Analysis and Determination
6. I have considered the evidence at the trial and the submissions and the authorities cited by counsel on behalf the parties.
7. Concerning liability, the police abstract confirms that deceased was a passenger in the accident motor vehicle. I therefore entirely agree with the holding in the case of Thuranira Karauri – Vs – Agnes Ncheche, CA 192/96 where the Court of Appeal stated that: -
“The memorandum contained on the reverse side of the abstract originates from the police clearly indicate that such abstracts give only the salient facts of the occurrence of an accident without purporting to be an active copy of a police report and the memorandum further states that the police cannot accept responsibility of the accuracy of the same ….”
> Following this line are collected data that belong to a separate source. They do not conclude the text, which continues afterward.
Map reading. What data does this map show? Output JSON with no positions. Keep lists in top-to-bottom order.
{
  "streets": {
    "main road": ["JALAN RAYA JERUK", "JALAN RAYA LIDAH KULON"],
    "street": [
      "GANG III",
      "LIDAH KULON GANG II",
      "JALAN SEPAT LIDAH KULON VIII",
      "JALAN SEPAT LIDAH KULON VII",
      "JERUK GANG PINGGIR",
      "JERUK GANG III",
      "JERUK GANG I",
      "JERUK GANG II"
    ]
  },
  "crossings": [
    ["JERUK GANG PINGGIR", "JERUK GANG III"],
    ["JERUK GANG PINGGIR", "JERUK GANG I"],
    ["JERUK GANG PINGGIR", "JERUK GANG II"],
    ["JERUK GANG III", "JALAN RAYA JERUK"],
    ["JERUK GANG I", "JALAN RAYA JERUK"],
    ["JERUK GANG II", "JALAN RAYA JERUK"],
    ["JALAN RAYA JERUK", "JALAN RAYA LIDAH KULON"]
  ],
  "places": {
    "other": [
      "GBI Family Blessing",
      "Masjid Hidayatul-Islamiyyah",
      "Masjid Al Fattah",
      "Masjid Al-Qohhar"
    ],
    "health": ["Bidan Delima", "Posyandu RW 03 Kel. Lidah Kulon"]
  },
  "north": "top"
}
8. On whether deceased contributed to the accident, I have considered the principles on contributory negligence enunciated by the court in De Frias v Rodney 1998 BDA LR 15 as follows:
“Contributory negligence required the foreseeability harm to oneself. A person is guilty of contributory negligence, if she ought reasonably to have foreseen that if she did not act as a reasonable prudence person she might be hush and in reckoning must take into account the possibility of others being careless. All that is required here is that the plaintiff should have failed to take reasonable care for her own safety. I do not find that the plaintiffs conduct was in any way contributory negligence. In the agony of the circumstances she made an unsuccessful attempt to avoid the conclusion.”
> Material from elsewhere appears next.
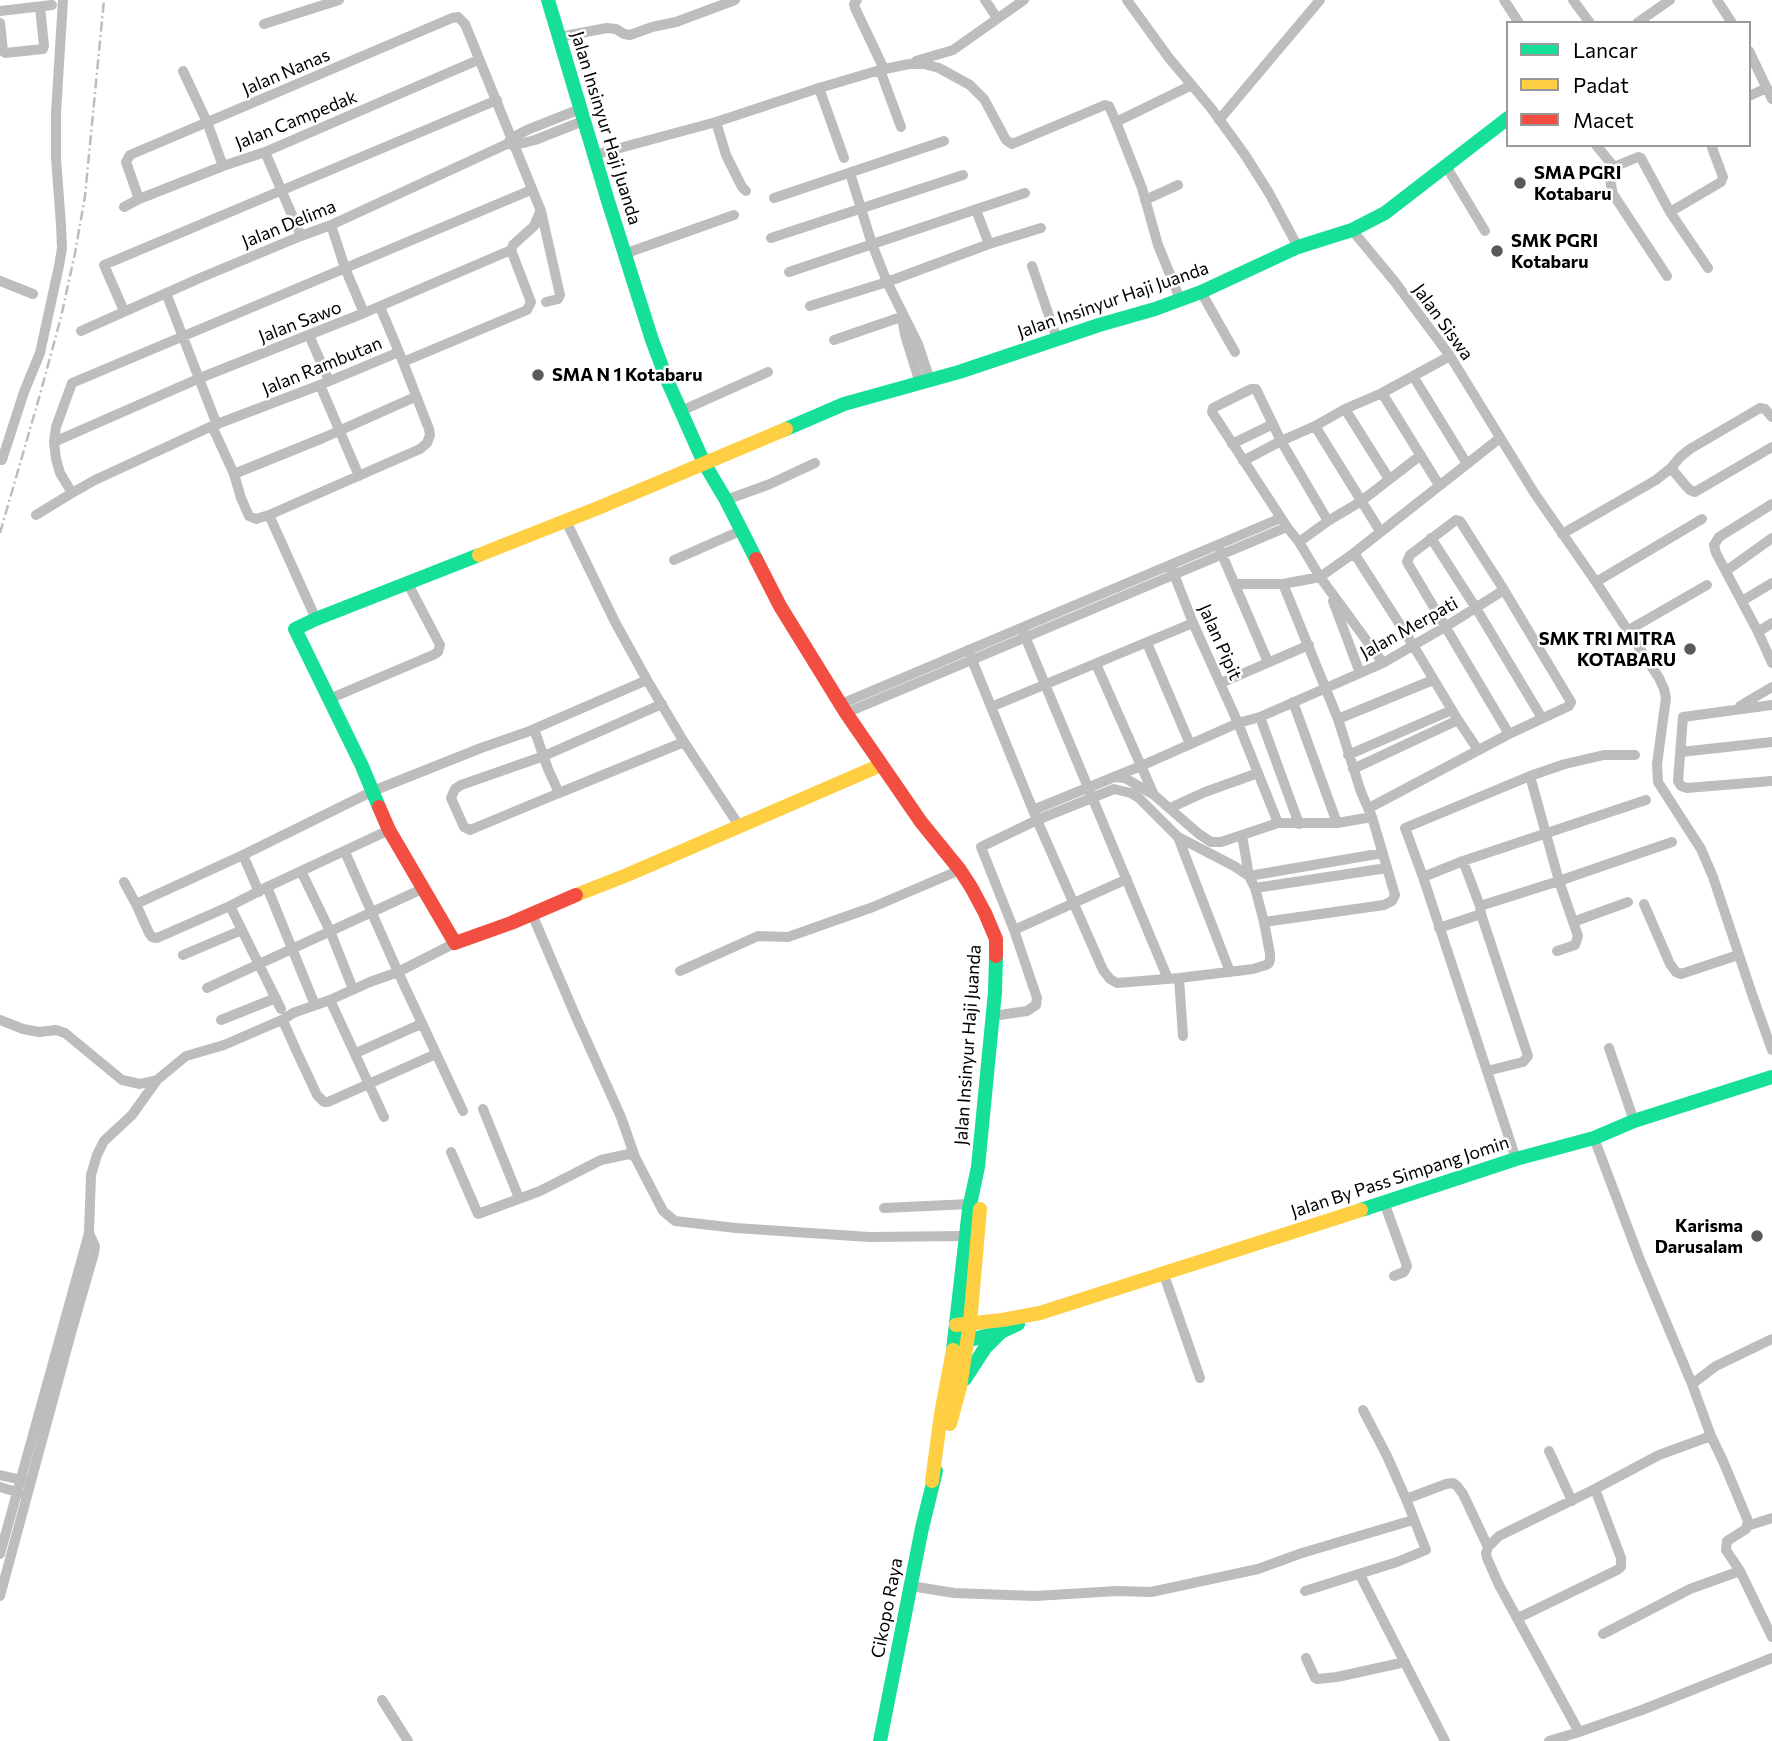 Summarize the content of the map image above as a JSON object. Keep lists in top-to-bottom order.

9. There is no evidence that the deceased who was only a passenger and not being in control of the vehicle failed to take reasonable care for his own safety. The accident was self-involving. 2nd Appellant who was the driver of eth accident motor vehicle did not explain why the accident occurred. Consequently, I find that the learned trial magistrate rightly found that the 2nd Appellant was negligent and 1st Appellant vicariously liable for the action of his driver and that the deceased did not contribute to the accident.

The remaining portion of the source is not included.